#### [What you need to do]
Where in the data below does the word "rotate" appear? Copy every line that has it.

(Stored items)
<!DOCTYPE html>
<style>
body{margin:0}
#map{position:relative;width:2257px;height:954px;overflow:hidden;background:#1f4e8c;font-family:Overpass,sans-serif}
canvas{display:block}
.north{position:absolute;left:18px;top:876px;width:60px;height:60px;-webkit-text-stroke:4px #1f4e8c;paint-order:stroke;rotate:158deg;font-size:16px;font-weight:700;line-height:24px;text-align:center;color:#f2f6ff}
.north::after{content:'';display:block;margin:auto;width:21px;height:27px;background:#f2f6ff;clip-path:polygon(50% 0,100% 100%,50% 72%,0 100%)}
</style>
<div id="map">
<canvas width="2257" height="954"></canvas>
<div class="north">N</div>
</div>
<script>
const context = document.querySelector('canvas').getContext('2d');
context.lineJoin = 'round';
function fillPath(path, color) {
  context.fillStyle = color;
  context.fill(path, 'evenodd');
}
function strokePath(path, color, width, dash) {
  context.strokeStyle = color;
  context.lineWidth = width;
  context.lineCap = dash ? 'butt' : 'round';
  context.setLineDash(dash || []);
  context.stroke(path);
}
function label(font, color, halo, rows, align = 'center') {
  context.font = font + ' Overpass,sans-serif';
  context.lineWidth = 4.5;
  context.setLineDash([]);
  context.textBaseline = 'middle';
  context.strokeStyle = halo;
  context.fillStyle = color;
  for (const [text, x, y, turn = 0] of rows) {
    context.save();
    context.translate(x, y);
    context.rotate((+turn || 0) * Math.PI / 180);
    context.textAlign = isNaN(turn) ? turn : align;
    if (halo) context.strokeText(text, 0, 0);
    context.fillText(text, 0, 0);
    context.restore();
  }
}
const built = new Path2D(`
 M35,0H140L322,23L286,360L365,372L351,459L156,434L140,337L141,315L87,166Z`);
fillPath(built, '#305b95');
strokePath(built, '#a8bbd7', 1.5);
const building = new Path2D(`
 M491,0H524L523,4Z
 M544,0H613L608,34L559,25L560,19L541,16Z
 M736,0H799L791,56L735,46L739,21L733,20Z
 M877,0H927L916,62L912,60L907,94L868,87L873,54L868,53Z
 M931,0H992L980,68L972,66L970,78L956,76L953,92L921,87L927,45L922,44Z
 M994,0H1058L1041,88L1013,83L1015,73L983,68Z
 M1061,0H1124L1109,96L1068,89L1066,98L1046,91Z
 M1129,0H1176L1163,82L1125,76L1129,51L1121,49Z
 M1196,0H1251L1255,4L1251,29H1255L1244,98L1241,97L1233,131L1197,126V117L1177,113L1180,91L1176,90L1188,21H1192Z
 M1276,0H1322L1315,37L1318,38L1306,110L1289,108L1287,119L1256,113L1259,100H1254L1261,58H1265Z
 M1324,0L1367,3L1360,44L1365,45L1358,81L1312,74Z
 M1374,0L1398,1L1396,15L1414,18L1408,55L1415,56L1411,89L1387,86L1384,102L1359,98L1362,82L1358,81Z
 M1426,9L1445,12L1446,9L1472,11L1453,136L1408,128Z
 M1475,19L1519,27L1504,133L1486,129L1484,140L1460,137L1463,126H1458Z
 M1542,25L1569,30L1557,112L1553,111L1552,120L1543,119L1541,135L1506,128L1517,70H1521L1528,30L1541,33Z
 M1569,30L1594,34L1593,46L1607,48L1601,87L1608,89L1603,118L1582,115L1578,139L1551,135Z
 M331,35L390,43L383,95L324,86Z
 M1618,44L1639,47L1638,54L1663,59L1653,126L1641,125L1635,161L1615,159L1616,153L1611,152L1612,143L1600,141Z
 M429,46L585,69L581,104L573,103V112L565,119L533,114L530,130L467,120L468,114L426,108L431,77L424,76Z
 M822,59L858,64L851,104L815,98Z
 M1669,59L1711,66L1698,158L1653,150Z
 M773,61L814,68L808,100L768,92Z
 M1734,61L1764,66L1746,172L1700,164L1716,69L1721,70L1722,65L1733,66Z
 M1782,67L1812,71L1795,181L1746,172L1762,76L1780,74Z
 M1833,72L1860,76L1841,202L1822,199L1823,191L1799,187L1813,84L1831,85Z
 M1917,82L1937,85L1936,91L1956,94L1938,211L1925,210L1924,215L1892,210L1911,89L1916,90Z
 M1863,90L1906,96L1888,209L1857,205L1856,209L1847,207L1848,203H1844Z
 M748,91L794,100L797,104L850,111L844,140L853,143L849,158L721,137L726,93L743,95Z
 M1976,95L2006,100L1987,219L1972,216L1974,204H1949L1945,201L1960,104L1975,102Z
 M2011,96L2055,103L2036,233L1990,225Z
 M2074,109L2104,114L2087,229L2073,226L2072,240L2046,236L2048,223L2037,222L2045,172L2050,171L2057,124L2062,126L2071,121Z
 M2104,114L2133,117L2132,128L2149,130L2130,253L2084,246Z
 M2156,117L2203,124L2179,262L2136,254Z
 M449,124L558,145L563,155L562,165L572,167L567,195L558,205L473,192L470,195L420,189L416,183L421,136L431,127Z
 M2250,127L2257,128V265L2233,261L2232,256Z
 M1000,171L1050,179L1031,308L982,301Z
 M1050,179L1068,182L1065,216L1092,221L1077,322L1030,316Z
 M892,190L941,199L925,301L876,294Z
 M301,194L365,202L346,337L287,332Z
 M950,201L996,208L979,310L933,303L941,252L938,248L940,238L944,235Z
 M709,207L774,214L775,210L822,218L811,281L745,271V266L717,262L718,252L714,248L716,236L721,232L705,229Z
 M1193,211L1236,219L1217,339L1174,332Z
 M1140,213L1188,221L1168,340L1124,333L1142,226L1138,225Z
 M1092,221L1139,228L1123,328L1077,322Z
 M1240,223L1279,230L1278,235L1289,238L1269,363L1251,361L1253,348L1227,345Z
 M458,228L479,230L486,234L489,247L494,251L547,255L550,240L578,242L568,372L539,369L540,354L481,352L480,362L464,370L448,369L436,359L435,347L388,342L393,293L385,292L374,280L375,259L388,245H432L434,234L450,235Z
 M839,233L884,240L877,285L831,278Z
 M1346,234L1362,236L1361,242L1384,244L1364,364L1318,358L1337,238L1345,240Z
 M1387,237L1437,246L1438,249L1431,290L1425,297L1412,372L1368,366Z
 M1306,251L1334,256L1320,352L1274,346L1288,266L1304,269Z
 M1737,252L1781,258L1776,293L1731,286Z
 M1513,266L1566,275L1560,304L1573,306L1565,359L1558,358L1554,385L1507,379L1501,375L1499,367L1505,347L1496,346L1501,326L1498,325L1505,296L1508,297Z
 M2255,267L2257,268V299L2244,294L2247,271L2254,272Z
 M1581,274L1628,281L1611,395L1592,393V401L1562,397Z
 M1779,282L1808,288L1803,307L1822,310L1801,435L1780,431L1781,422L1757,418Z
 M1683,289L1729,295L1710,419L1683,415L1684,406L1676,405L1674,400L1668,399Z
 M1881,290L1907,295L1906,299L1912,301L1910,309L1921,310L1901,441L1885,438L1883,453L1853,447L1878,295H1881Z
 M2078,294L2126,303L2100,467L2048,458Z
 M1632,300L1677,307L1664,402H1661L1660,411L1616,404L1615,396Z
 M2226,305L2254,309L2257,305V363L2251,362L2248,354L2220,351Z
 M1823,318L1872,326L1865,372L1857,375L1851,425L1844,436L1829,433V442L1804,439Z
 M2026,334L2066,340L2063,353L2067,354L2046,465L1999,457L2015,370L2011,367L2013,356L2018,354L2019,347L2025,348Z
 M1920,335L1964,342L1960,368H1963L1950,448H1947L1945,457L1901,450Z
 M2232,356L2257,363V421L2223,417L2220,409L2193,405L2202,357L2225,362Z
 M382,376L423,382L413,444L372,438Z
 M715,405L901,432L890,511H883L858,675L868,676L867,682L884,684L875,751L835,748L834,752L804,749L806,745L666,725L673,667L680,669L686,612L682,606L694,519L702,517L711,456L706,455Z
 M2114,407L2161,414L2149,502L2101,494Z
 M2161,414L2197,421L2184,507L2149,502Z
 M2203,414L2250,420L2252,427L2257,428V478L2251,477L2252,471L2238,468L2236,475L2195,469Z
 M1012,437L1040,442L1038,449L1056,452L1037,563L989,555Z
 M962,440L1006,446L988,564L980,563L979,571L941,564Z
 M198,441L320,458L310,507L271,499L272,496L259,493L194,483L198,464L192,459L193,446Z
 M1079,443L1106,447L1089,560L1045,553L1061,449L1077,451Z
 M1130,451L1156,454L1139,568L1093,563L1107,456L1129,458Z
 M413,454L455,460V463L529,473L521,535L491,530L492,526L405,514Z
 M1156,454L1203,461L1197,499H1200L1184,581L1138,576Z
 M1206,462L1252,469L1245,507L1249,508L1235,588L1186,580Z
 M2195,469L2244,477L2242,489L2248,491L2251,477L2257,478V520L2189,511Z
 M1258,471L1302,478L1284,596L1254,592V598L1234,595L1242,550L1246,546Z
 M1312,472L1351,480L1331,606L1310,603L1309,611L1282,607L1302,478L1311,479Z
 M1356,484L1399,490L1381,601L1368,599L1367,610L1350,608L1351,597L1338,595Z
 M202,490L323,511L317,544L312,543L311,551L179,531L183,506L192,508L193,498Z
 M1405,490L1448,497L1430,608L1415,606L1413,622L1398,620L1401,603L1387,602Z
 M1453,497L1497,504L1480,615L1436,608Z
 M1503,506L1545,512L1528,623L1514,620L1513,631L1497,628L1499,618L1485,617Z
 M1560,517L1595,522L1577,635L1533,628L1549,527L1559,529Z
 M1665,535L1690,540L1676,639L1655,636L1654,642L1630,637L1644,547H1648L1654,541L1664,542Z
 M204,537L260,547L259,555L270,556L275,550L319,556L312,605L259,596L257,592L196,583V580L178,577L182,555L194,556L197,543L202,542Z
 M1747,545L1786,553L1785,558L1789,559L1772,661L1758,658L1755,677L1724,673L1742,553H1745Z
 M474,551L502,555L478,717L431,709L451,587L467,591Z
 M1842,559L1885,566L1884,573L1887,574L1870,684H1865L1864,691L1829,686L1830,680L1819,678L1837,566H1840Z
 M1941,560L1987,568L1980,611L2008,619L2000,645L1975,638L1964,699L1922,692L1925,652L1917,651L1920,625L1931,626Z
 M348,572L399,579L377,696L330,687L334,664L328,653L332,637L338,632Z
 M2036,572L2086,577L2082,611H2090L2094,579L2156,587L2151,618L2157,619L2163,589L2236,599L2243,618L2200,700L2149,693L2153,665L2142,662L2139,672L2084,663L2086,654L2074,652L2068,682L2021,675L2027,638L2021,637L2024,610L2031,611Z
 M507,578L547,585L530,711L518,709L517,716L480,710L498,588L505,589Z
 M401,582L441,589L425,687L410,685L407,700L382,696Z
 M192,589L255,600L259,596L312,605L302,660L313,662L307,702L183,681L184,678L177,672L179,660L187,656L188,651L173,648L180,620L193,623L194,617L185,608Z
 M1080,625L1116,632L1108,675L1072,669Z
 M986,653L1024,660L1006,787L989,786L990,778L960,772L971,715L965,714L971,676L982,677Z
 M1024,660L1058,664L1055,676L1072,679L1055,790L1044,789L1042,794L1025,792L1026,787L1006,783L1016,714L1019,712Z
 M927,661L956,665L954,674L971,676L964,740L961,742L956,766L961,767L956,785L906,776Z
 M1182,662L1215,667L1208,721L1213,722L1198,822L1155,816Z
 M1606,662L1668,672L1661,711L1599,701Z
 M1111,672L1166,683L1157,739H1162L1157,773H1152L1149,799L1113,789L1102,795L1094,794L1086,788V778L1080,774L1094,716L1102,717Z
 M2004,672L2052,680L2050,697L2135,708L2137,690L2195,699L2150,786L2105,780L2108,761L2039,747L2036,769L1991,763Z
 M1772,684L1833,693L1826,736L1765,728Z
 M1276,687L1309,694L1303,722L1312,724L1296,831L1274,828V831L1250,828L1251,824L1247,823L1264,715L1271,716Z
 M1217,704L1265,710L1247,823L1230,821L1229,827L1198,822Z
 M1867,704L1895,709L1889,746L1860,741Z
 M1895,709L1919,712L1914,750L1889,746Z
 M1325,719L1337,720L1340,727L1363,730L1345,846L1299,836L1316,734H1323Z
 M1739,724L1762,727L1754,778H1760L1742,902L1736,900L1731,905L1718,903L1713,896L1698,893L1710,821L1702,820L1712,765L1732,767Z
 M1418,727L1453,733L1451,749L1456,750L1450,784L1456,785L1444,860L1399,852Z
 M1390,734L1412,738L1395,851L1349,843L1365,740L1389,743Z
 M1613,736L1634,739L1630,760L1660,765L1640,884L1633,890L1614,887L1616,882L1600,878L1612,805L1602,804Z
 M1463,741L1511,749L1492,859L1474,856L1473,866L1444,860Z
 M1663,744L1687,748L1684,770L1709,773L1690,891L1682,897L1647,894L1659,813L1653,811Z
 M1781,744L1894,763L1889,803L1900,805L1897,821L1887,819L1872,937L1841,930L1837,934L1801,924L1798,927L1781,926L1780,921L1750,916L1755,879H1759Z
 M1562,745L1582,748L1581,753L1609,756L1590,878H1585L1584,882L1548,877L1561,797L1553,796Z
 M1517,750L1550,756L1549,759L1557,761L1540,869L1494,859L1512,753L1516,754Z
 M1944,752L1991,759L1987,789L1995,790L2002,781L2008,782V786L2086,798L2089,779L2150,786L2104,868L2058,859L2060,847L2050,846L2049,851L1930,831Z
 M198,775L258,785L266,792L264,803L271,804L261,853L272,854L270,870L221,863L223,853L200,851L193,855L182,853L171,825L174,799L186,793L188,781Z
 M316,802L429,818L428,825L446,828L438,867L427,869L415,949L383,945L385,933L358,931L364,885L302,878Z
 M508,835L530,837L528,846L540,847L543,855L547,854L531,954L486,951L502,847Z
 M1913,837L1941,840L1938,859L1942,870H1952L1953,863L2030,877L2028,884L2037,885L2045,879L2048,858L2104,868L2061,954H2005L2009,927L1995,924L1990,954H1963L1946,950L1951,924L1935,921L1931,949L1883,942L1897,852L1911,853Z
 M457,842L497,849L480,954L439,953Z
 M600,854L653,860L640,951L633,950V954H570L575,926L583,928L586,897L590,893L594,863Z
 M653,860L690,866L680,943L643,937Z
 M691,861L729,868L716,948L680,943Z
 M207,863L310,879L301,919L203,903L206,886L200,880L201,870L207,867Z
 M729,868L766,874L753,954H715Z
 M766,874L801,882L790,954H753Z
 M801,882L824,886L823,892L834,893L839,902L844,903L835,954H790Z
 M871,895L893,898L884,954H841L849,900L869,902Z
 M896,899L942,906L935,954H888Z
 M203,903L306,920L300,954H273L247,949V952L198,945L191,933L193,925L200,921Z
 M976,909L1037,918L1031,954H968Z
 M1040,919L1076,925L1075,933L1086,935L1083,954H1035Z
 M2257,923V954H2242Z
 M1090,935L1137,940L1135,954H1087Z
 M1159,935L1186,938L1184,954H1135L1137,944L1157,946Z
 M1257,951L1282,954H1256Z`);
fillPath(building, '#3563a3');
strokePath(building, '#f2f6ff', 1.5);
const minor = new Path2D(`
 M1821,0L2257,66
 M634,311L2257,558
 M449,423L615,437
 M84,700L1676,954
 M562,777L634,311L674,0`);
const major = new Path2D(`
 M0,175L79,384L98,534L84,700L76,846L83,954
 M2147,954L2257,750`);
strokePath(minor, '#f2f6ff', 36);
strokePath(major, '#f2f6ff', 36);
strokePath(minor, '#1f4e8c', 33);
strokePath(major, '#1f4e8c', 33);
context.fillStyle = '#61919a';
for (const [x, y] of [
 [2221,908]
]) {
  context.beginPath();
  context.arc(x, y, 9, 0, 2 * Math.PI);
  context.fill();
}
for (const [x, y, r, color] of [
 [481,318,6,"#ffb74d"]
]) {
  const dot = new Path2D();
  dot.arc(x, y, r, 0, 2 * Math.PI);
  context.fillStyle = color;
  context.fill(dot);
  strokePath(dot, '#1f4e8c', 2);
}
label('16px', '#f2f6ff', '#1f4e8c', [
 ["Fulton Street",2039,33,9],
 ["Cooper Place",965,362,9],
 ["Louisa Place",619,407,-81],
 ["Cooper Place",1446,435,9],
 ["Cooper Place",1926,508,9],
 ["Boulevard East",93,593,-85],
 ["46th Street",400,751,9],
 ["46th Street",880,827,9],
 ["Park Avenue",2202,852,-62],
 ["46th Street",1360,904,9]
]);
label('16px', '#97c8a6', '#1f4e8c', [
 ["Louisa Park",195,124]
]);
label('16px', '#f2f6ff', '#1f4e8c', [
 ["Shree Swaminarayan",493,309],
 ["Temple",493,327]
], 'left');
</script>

#### [Exercise solution]
.north{position:absolute;left:18px;top:876px;width:60px;height:60px;-webkit-text-stroke:4px #1f4e8c;paint-order:stroke;rotate:158deg;font-size:16px;font-weight:700;line-height:24px;text-align:center;color:#f2f6ff}
    context.rotate((+turn || 0) * Math.PI / 180);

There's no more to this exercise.